MATERIAL PROVIDED:
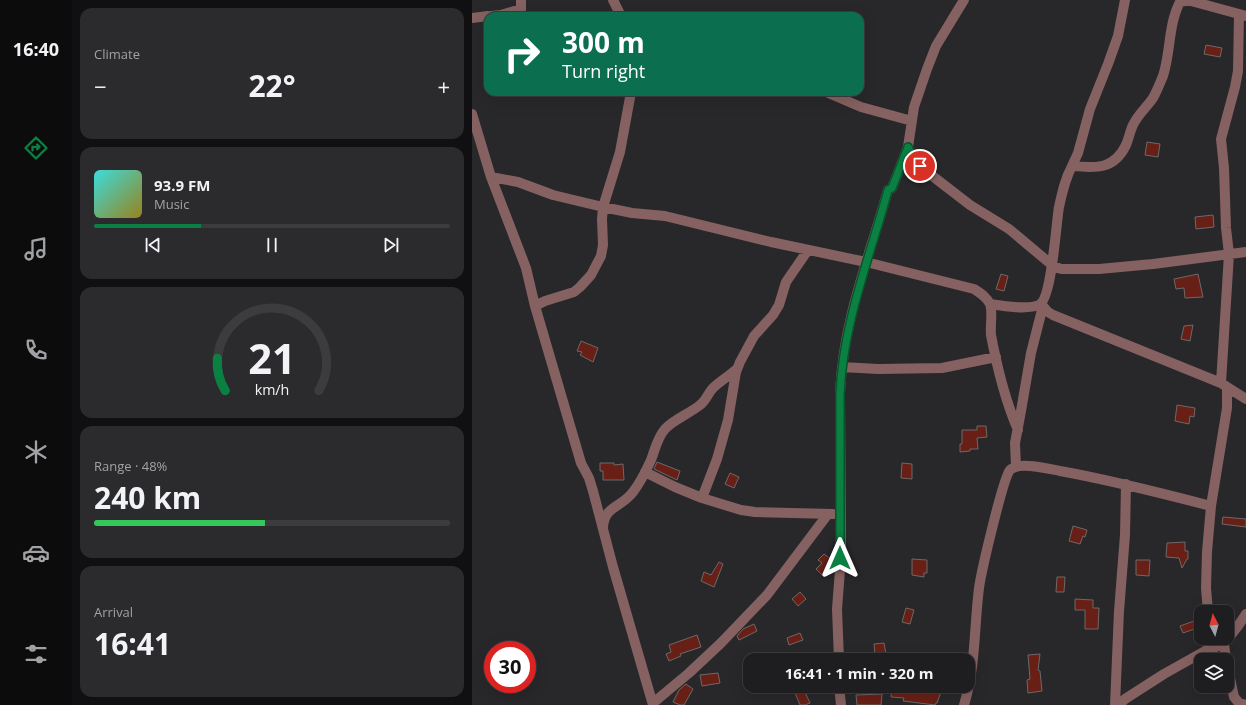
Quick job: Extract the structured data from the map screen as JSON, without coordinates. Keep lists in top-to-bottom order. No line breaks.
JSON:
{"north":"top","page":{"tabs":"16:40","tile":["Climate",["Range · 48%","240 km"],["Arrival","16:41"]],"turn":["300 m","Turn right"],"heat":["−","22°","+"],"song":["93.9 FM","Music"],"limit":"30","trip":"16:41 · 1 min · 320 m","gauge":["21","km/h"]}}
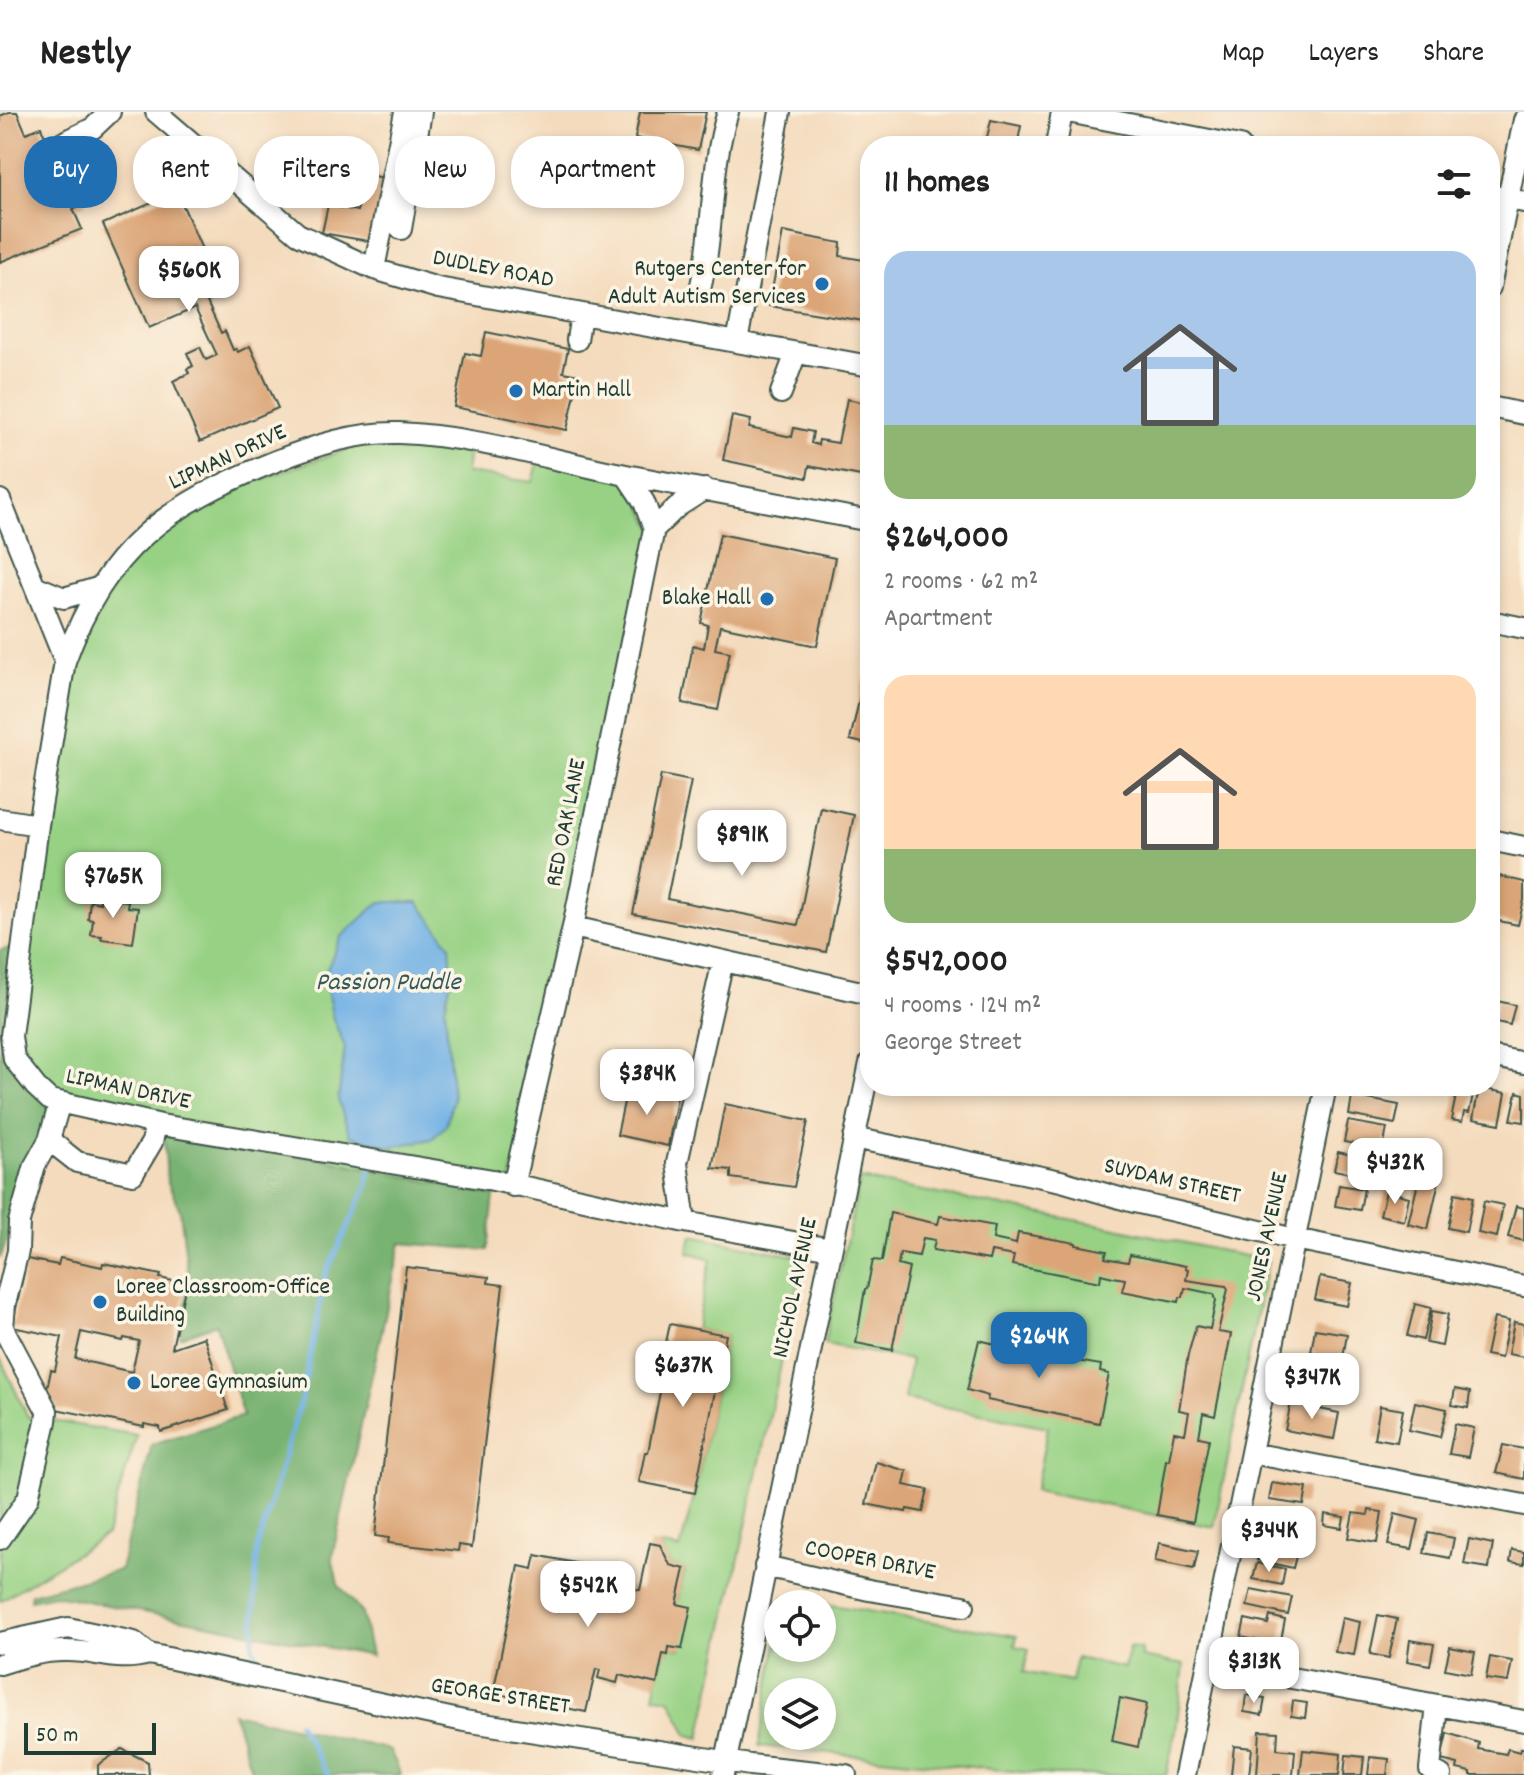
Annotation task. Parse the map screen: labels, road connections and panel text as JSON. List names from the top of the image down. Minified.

YOUR TASK:
Scan the material for the string "screen". Copy each line where it appears.

TASK ANSWER:
Quick job: Extract the structured data from the map screen as JSON, without coordinates. Keep lists in top-to-bottom order. No line breaks.
Annotation task. Parse the map screen: labels, road connections and panel text as JSON. List names from the top of the image down. Minified.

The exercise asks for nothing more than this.